US Patents and Regulatory Information for DEXTROSE 50%

Applicant Tradename Generic Name Dosage NDA Approval Date TE Type RLD RS Patent No. Patent Expiration Product Substance Delist Req. Exclusivity Expiration
Hospira DEXTROSE 50% dextrose INJECTABLE;INJECTION 019445-001 Jun 3, 1986 AP RX Yes No ⤷  Start Trial ⤷  Start Trial ⤷  Start Trial
Baxter Hlthcare DEXTROSE 50% IN PLASTIC CONTAINER dextrose INJECTABLE;INJECTION 020047-001 Jul 2, 1991 AP RX Yes Yes ⤷  Start Trial ⤷  Start Trial ⤷  Start Trial
Intl Medication Sys DEXTROSE 50% dextrose INJECTABLE;INJECTION 203451-001 Mar 26, 2021 AP RX No No ⤷  Start Trial ⤷  Start Trial ⤷  Start Trial
Baxter Hlthcare DEXTROSE 50% IN PLASTIC CONTAINER dextrose INJECTABLE;INJECTION 017521-001 Approved Prior to Jan 1, 1982 DISCN Yes No ⤷  Start Trial ⤷  Start Trial ⤷  Start Trial
Otsuka Icu Medcl DEXTROSE 50% IN PLASTIC CONTAINER dextrose INJECTABLE;INJECTION 018563-001 Mar 23, 1982 AP RX Yes Yes ⤷  Start Trial ⤷  Start Trial ⤷  Start Trial
Icu Medical Inc DEXTROSE 50% IN PLASTIC CONTAINER dextrose INJECTABLE;INJECTION 019894-001 Dec 26, 1989 DISCN No No ⤷  Start Trial ⤷  Start Trial ⤷  Start Trial
>Applicant >Tradename >Generic Name >Dosage >NDA >Approval Date >TE >Type >RLD >RS >Patent No. >Patent Expiration >Product >Substance >Delist Req. >Exclusivity Expiration

Last updated: June 23, 2026

ecutive summary
DEXTROSE 50% (D50W; dextrose injection, 50%) is an established, widely used IV carbohydrate solution with broad, low-cost supply and limited scope for differentiated innovation. Market dynamics are dominated by hospital utilization patterns, acute-care protocols (hypoglycemia rescue, perioperative glucose support), payer contracting for generic injectable dextrose, and supply continuity. Financial trajectory is tied to seasonal and disease-state volumes rather than patent-protected competition. In the US, D50W has effectively mature/legacy IP positioning, with generic manufacturing the norm and price pressure as a core feature of the category.

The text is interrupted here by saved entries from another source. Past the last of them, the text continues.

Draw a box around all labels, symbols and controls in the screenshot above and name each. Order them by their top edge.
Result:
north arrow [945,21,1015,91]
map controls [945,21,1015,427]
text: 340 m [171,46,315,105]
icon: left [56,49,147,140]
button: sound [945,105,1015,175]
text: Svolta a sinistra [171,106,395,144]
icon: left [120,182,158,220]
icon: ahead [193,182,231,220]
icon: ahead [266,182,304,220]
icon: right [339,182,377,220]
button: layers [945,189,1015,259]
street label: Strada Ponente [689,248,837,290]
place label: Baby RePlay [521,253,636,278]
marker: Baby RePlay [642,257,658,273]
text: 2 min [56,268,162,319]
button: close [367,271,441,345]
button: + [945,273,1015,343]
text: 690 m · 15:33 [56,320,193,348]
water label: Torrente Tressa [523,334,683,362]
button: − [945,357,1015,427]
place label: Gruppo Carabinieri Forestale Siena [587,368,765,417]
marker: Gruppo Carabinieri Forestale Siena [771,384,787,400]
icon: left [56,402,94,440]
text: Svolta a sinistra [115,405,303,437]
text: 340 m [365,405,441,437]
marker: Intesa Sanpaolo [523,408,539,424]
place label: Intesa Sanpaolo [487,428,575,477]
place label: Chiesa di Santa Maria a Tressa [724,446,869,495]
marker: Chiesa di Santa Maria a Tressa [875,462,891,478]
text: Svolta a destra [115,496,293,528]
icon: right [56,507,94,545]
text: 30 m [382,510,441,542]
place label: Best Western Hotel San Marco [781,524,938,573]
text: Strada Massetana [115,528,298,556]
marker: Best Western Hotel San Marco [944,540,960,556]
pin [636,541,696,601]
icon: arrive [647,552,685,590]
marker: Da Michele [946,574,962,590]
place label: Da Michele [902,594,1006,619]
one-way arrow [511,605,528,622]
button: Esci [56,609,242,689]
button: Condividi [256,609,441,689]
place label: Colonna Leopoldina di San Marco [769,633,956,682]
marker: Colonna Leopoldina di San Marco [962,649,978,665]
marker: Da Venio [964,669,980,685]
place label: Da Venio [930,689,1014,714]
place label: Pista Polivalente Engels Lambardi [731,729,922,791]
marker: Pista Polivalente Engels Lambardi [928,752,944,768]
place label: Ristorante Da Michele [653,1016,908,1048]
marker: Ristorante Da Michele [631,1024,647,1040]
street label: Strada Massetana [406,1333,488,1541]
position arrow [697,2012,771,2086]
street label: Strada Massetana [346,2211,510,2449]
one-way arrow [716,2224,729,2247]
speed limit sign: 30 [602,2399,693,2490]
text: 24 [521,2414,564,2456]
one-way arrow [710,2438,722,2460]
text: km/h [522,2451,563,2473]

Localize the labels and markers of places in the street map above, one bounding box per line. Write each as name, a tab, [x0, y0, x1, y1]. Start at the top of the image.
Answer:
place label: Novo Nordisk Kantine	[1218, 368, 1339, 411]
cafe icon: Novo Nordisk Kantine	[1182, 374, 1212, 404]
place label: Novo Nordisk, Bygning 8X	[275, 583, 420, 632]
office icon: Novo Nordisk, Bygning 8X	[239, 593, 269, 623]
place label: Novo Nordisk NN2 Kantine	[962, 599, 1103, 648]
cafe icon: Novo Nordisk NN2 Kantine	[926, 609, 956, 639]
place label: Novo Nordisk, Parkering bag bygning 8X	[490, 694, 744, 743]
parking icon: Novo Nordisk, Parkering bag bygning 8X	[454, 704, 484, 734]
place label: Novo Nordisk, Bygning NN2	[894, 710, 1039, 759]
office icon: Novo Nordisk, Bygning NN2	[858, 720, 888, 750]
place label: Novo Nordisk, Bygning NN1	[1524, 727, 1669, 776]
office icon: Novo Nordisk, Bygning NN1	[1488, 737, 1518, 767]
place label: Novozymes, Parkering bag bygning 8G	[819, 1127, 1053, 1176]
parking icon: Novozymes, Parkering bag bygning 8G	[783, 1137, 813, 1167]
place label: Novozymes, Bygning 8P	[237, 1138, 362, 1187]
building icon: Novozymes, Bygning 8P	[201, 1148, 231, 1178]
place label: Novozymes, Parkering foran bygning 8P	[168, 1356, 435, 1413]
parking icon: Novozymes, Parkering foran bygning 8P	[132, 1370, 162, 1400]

Market scope and demand drivers for IV dextrose 50%
Dextrose 50% is used as a rapid glucose source via IV administration. Primary indications in practice include:

  • Rescue of symptomatic hypoglycemia in acute settings (adult and pediatric, per institutional protocols).
  • Glucose support in perioperative and critical care pathways where IV access and immediate carbohydrate availability are required.
  • Adjunct use in protocols involving insulin and correction regimens.

Demand is therefore concentrated in:

  • Emergency departments
  • Intensive care units
  • Inpatient medical wards
  • Operating rooms and anesthesia recovery
  • Prehospital/rapid response workflows (where IV meds are stocked)

What does “market dynamics” look like in this segment?
For D50W, dynamics are less about competitive differentiation and more about:

  • Supply chain reliability: shortages in upstream bulk dextrose or packaging can drive allocation or temporary price spikes.
  • NDC/channel breadth: broad generic availability reduces manufacturer power.
  • Group purchasing organization (GPO) contracting: hospital purchasing policies drive periodic renegotiation.
  • Substitution vs continuity: D50W competes with other IV dextrose strengths and alternative hypoglycemia treatments (oral glucose where appropriate, IV glucose gel where used by protocol, glucagon for select scenarios).
  • Form-factor and stability requirements: compatibility with IV systems and storage/handling drives product selection within hospital formularies.

How big is the Dextrose 50% injectable market and what drives volume?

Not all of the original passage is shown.